Pour éviter que de telles pratiques se renouvellent, la commission exécutive du CIO a approuvé un code de conduite qui s'applique à tous les membres du CIO, ainsi qu'aux Comités olympiques nationaux, aux comités organisateurs et aux villes candidates aux Jeux. Ce code de conduite doit amener chaque personne concernée à faire état auprès de l’organisation « de possibles conflits d’intérêts » en cas de sollicitation douteuse.

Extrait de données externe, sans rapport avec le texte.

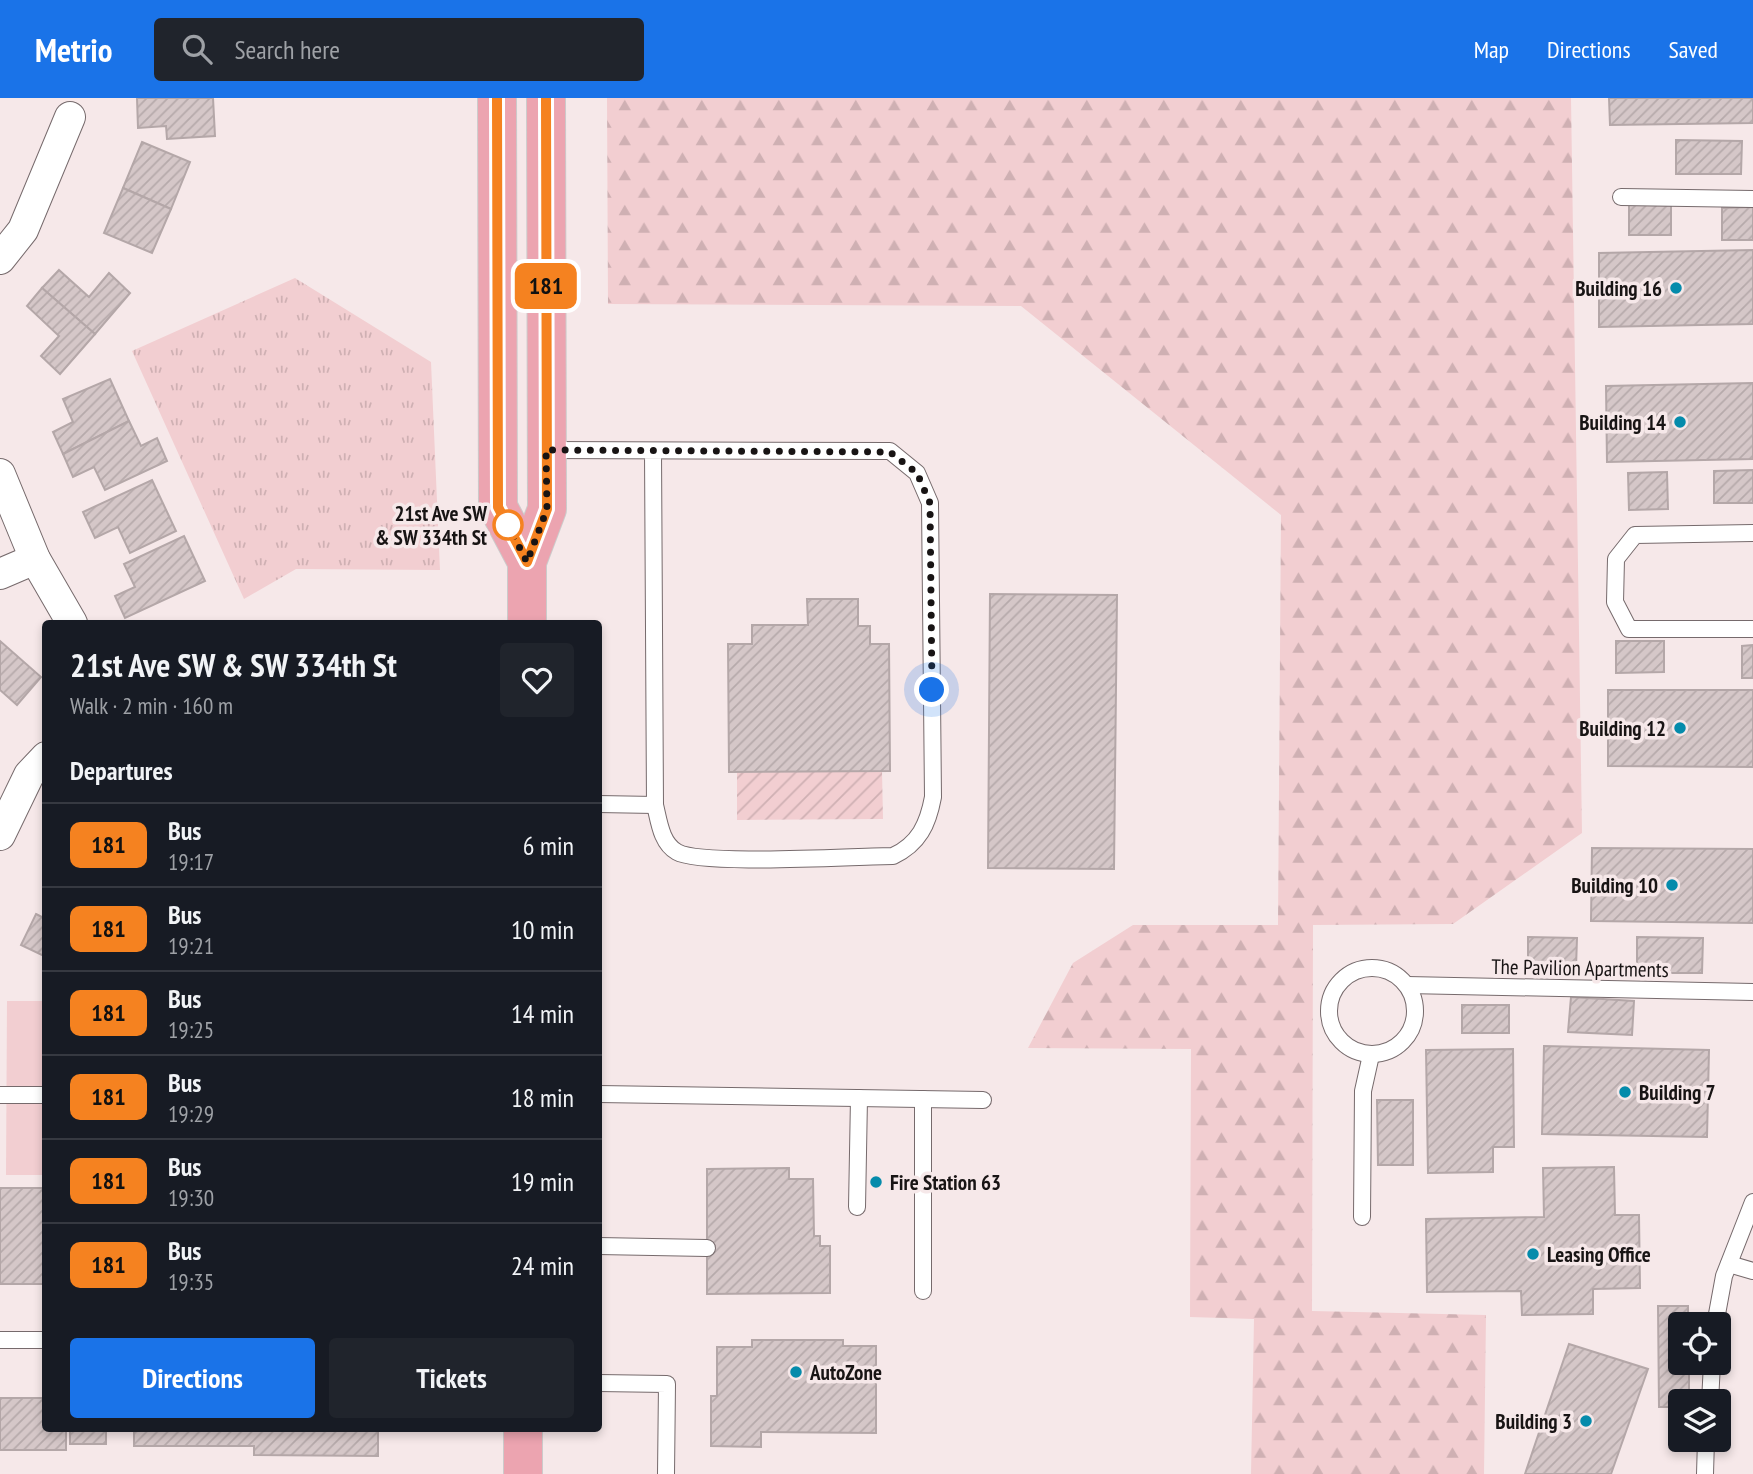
<!DOCTYPE html>
<meta charset="utf-8">
<style>
body{margin:0;font-family:"PT Sans Narrow",sans-serif;background:#20242c;color:#f1f3f6;height:100vh;display:flex;flex-direction:column;font-size:26px;white-space:nowrap}
*{box-sizing:border-box;margin:0}
p{font-size:23px;color:#9ea1a6}
.icon{flex:none;width:38px;height:38px;fill:none;stroke:currentColor;stroke-width:2;stroke-linecap:round;stroke-linejoin:round}
.map{position:relative;flex:1;overflow:hidden}
.details{position:absolute;left:42px;top:522px;width:560px;height:812px;display:flex;flex-direction:column;background:#171b24;border-radius:7px;box-shadow:0 4px 10px #0003}
.details>*{flex:none}
.badge{padding:0 14px;border-radius:10px;font-size:24px;line-height:46px}
.buttons{position:absolute;left:1668px;top:1214px;display:grid;gap:14px}
.buttons a{display:grid;place-items:center;width:63px;height:63px;border-radius:7px;background:#171b24;box-shadow:0 4px 10px #0003;font-size:35px}
.you{position:absolute;width:35px;height:35px;margin:-18px;border:5px solid #fff;border-radius:50%;background:#1a73e8;box-shadow:0 0 0 10px #1a73e833}
.map>.badge{position:absolute;translate:-50% -50%;box-shadow:0 0 0 4px #fff}
h2{padding:0 28px;font-size:26px;line-height:63px}
.round{display:grid;place-items:center;flex:none;width:74px;height:74px;border-radius:7px;background:#20242c}
.summary{display:flex;align-items:center;justify-content:space-between;height:119px;padding:0 28px}
h1{font-size:33px;font-weight:600;line-height:52px}
.cta{display:flex;gap:14px;margin-top:auto;padding:14px 28px}
.cta a{flex:1;height:80px;border-radius:7px;background:#1a73e8;color:#fff;font-size:28px;font-weight:600;line-height:80px;text-align:center}
.cta a+a{background:#20242c;color:#f1f3f6}
ul{padding:0;list-style:none}
li{display:flex;align-items:center;gap:21px;height:84px;padding:0 28px;border-top:2px solid #363941}
li div{flex:1}
li b{display:block;font-size:26px}
li em{font-style:normal}
li .badge{min-width:77px;font-weight:700;text-align:center}
header{display:flex;align-items:center;gap:42px;box-sizing:border-box;height:98px;padding:0 35px;background:#1a73e8;color:#fff}
header strong{font-size:33px}
nav{display:flex;gap:38px;margin-inline-start:auto;font-size:24px}
.search{width:490px;height:63px;background:#20242c;display:flex;align-items:center;gap:18px;box-sizing:border-box;padding:0 24px;border-radius:7px;color:#9ea1a6;font-size:26px}
.map>svg:first-child{display:block}
.grass{fill:url(#grass-tufts)}
.forest{fill:url(#forest-firs)}
.garden{fill:url(#garden-furrows)}
.pitch{fill:#f2ced1}
.building{fill:url(#building-hatch);stroke:#b4a7a8;stroke-width:2}
.lines{fill:none;stroke-linecap:round;stroke-linejoin:round}
.lane-casing{stroke:#766a6c;stroke-width:18}
.street-casing{stroke:#766a6c;stroke-width:32}
.primary-casing{stroke:#cccbcb;stroke-width:40}
.lane{stroke:#fff;stroke-width:16}
.street{stroke:#fff;stroke-width:30}
.primary{stroke:#eca4b0;stroke-width:38}
.line-casing{stroke:#fff;stroke-width:16}
.line{stroke:#f58220;stroke-width:10}
.walk{stroke:#181414;stroke-width:7;stroke-dasharray:0 12.6}
.poi-dot{fill:#058bab;stroke:#f6e8e9;stroke-width:2.5}
.stop-dot{fill:#fff;stroke:#f58220;stroke-width:3.5}
.labels{text-anchor:middle;dominant-baseline:central;stroke-width:7;stroke-linejoin:round;paint-order:stroke}
.poi-label{font-size:21px;font-weight:bold;fill:#181414;stroke:#f6e8e9;text-anchor:end}
.stop-label{font-size:21px;font-weight:bold;fill:#181414;stroke:#f6e8e9;text-anchor:end}
.street-label{font-size:21px;fill:#181414;stroke:#f6e8e9}
</style>
<header>
<strong>Metrio</strong>
<div class="search"><svg class="icon" aria-label="search" viewBox="0 0 24 24"><circle cx="10" cy="10" r="6"/><path d="M15 15l6 6"/></svg>Search here</div>
<nav><a>Map</a><a>Directions</a><a>Saved</a></nav>
</header>
<div class="map">
<svg width="1753" height="1376" viewBox="0 0 1753 1376">
<defs>
<pattern id="grass-tufts" width="24" height="20" patternUnits="userSpaceOnUse" patternTransform="scale(1.75)"><rect width="24" height="20" fill="#f2ced1"/><path d="M3 7l-1-3M5 7V3M7 7l1-3M15 17l-1-3M17 17v-4M19 17l1-3" fill="none" stroke="#cfb0b3"/></pattern>
<pattern id="forest-firs" width="22" height="20" patternUnits="userSpaceOnUse" patternTransform="scale(1.75)"><rect width="22" height="20" fill="#f2ced1"/><path d="M5 1l3.5 6h-7zM16 11l3.5 6h-7z" fill="#cfb0b3"/></pattern>
<pattern id="garden-furrows" width="10" height="10" patternUnits="userSpaceOnUse" patternTransform="scale(1.75)"><rect width="10" height="10" fill="#f2ced1"/><path d="M-1 1l2-2M0 10L10 0M9 11l2-2" fill="none" stroke="#cfb0b3"/></pattern>
<pattern id="building-hatch" width="6" height="6" patternUnits="userSpaceOnUse" patternTransform="scale(1.75)"><rect width="6" height="6" fill="#d5c7c8"/><path d="M-1 1l2-2M0 6l6-6M5 7l2-2" fill="none" stroke="#b6aaab"/></pattern>
</defs>
<rect width="100%" height="100%" fill="#f6e8e9"/>
<path class="grass" d="M295,180L431,264L440,472L296,471L244,501L132,253Z"/>
<path class="forest" d="M607,0H1571L1582,735L1453,826L1313,827L1312,1213L1486,1217L1484,1376H1251L1254,1221L1190,1219L1191,951L1028,950L1073,865L1133,827H1278L1281,417L1021,208L608,206Z"/>
<path class="garden" d="M882,673L883,721L737,722V674Z"/>
<path class="pitch" d="M7,903H45V1077H6Z"/>
<g class="building">
<path d="M137,0H213L215,38L167,41L166,28L138,30Z"/>
<path d="M1609,0H1753V25L1610,27Z"/>
<path d="M1676,42L1742,43L1741,76H1676Z"/>
<path d="M142,44L190,64L171,111L123,90Z"/>
<path d="M123,90L171,111L152,155L104,135Z"/>
<rect x="1629" y="104" width="42" height="33"/>
<path d="M1753,109V142H1722V110Z"/>
<path d="M1753,152V226L1599,229V155Z"/>
<path d="M59,172L89,199L109,175L130,195L95,236L42,190Z"/>
<path d="M42,190L95,236L60,276L41,258L59,238L27,208Z"/>
<path d="M110,281L129,323L63,356L53,334L73,324L63,301Z"/>
<path d="M1753,285V361L1607,364L1606,288Z"/>
<path d="M129,323L141,348L157,340L167,363L105,392L94,369L73,379L63,356Z"/>
<path d="M1753,372V405H1714V373Z"/>
<path d="M1667,374L1668,411L1629,412L1628,375Z"/>
<path d="M152,382L176,433L130,455L118,429L95,440L83,414Z"/>
<path d="M184,438L205,483L125,520L115,498L135,489L124,466Z"/>
<path d="M990,496L1117,497L1114,771L988,770Z"/>
<path d="M807,501H858V528H870V546H889L890,673L729,674L728,546H752V527H808Z"/>
<path d="M0,543L41,579L17,607L0,592Z"/>
<path d="M1616,543H1664V574L1616,575Z"/>
<path d="M1753,547V580H1742V548Z"/>
<path d="M1608,592H1753V669L1608,668Z"/>
<path d="M1592,750L1753,751V825L1591,823Z"/>
<path d="M36,816L46,821V859L21,847Z"/>
<path d="M1528,839L1577,840L1576,870H1528Z"/>
<path d="M1637,839L1703,840L1702,875H1637Z"/>
<path d="M1571,899L1634,903L1632,937L1568,934Z"/>
<rect x="1462" y="907" width="47" height="28"/>
<path d="M1544,948L1709,952L1707,1039L1542,1036Z"/>
<path d="M1513,951L1514,1049H1493V1074L1428,1075L1426,952Z"/>
<path d="M1377,1002H1413V1067H1378Z"/>
<path d="M1614,1069L1615,1117H1639L1640,1190L1593,1191V1216L1522,1217L1521,1193L1427,1194L1426,1121L1544,1119L1543,1070Z"/>
<path d="M789,1070V1081H813L814,1138H820V1148H830V1195L707,1196V1071Z"/>
<rect x="0" y="1090" width="46" height="96"/>
<path d="M1658,1208H1688V1227H1680V1265H1689V1304H1680V1309H1659Z"/>
<path d="M752,1242H843V1248H876V1335L761,1334V1349L711,1348V1298H717V1249H752Z"/>
<path d="M1569,1246L1648,1271L1611,1376H1525Z"/>
<path d="M0,1300H46V1330H66V1352H0Z"/>
<rect x="70" y="1330" width="36" height="16"/>
<path d="M134,1330H378V1358L254,1357V1348H134Z"/>
</g>
<g class="lines">
<g class="lane-casing">
<g id="lane">
<path d="M1621,99L1753,101"/>
<path d="M547,352L890,353L917,375L930,405L933,699C928,726 919,746 893,758C855,758 702,768 677,754C661,745 659,723 655,707L653,353"/>
<path d="M1753,435L1635,437L1616,461L1615,504L1629,531H1753"/>
<path d="M598,706L655,707"/>
<circle cx="1372" cy="913" r="43"/>
<path d="M1407,887L1753,894"/>
<path d="M598,996L983,1002"/>
<path d="M0,997H46"/>
<path d="M923,1001V1193"/>
<path d="M857,1109L859,1000"/>
<path d="M1362,1119L1363,993L1371,957"/>
<path d="M598,1148L707,1150"/>
<path d="M1729,1166L1753,1173"/>
<path d="M1715,1227L1724,1178L1753,1104"/>
<path d="M0,1242H46"/>
<path d="M598,1285L667,1286L666,1376"/>
<path d="M1710,1304L1712,1265"/>
<path d="M1705,1376L1706,1342"/>
</g>
</g>
<g class="street-casing">
<g id="street">
<path d="M0,161L23,132L70,19"/>
<path d="M0,376L35,461L72,525"/>
<path d="M0,476L35,461"/>
<path d="M0,737L29,677L46,659"/>
</g>
</g>
<g class="primary-casing">
<g id="primary">
<path d="M497,0L498,409L527,464L547,411L546,0"/>
<path d="M527,525V464"/>
<path d="M523,1376V1330"/>
</g>
</g>
<use href="#lane" class="lane"/>
<use href="#street" class="street"/>
<use href="#primary" class="primary"/>
</g>
<g class="lines">
<g class="line-casing">
<path id="line" d="M497,0L498,409L527,464L547,411L546,0"/>
</g>
<use href="#line" class="line"/>
<path class="walk" d="M508,427L527,464L547,411L546,352L890,354L917,375L930,405L932,592"/>
</g>
<g class="poi-dot">
<circle cx="1676" cy="190" r="7"/>
<circle cx="1680" cy="324" r="7"/>
<circle cx="1680" cy="630" r="7"/>
<circle cx="1672" cy="787" r="7"/>
<circle cx="1625" cy="994" r="7"/>
<circle cx="876" cy="1084" r="7"/>
<circle cx="1533" cy="1156" r="7"/>
<circle cx="796" cy="1274" r="7"/>
<circle cx="1586" cy="1323" r="7"/>
</g>
<circle class="stop-dot" cx="508" cy="427" r="14"/>
<g class="labels">
<g class="poi-label">
<text x="1662" y="190">Building 16</text>
<text x="1666" y="324">Building 14</text>
<text x="1666" y="630">Building 12</text>
<text x="1658" y="787">Building 10</text>
<text x="1639" y="994" text-anchor="start">Building 7</text>
<text x="890" y="1084" text-anchor="start">Fire Station 63</text>
<text x="1547" y="1156" text-anchor="start">Leasing Office</text>
<text x="810" y="1274" text-anchor="start">AutoZone</text>
<text x="1572" y="1323">Building 3</text>
</g>
<g class="stop-label">
<text x="487" y="415">21st Ave SW<tspan x="487" dy="24">&amp; SW 334th St</tspan></text>
</g>
<g class="street-label">
<text transform="translate(1580 870) rotate(1)">The Pavilion Apartments</text>
</g>
</g>
</svg>
<div class="buttons">
<a><svg class="icon" aria-label="locate" viewBox="0 0 24 24"><circle cx="12" cy="12" r="6"/><path d="M12 2v4M12 18v4M2 12h4M18 12h4"/></svg></a>
<a><svg class="icon" aria-label="layers" viewBox="0 0 24 24"><path d="M12 4l9 5-9 5-9-5zM3 14l9 5 9-5"/></svg></a>
</div>
<div class="you" style="left:932px;top:592px"></div>
<b class="badge" style="left:546px;top:188px;background:#f58220;color:#111">181</b>
<section class="details">
<div class="summary"><div><h1>21st Ave SW &amp; SW 334th St</h1><p>Walk · 2 min · 160 m</p></div><a class="round"><svg class="icon" aria-label="heart" viewBox="0 0 24 24"><path d="M12 20l-8-8c-3-5 5-10 8-4 3-6 11-1 8 4z"/></svg></a></div>
<h2>Departures</h2>
<ul>
<li><span class="badge" style="background:#f58220;color:#111">181</span><div><b>Bus</b><p>19:17</p></div><em>6 min</em></li>
<li><span class="badge" style="background:#f58220;color:#111">181</span><div><b>Bus</b><p>19:21</p></div><em>10 min</em></li>
<li><span class="badge" style="background:#f58220;color:#111">181</span><div><b>Bus</b><p>19:25</p></div><em>14 min</em></li>
<li><span class="badge" style="background:#f58220;color:#111">181</span><div><b>Bus</b><p>19:29</p></div><em>18 min</em></li>
<li><span class="badge" style="background:#f58220;color:#111">181</span><div><b>Bus</b><p>19:30</p></div><em>19 min</em></li>
<li><span class="badge" style="background:#f58220;color:#111">181</span><div><b>Bus</b><p>19:35</p></div><em>24 min</em></li>
</ul>
<div class="cta"><a>Directions</a><a>Tickets</a></div>
</section>
</div>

Par ailleurs, le CIO a décidé l'interdiction aux membres du CIO des visites aux villes candidates à l'organisation des Jeux Olympiques afin d’éviter d’être soumis à des pressions. C’est une commission d’évaluation composée d’une trentaine de membres du CIO qui est chargée de visiter les villes candidates, produire un rapport et ainsi donner des éléments d’appréciation aux autres votants.
En dépit de cette disposition, la BBC révèle dans un reportage diffusé en 2004 qu’elle a tenté de corrompre un membre du CIO en lui promettant de fortes sommes s’il parvenait à convaincre ses amis de voter pour la candidature de Londres en 2012. Après l’engagement de ce dernier, le média s’est empressé de révéler l’affaire.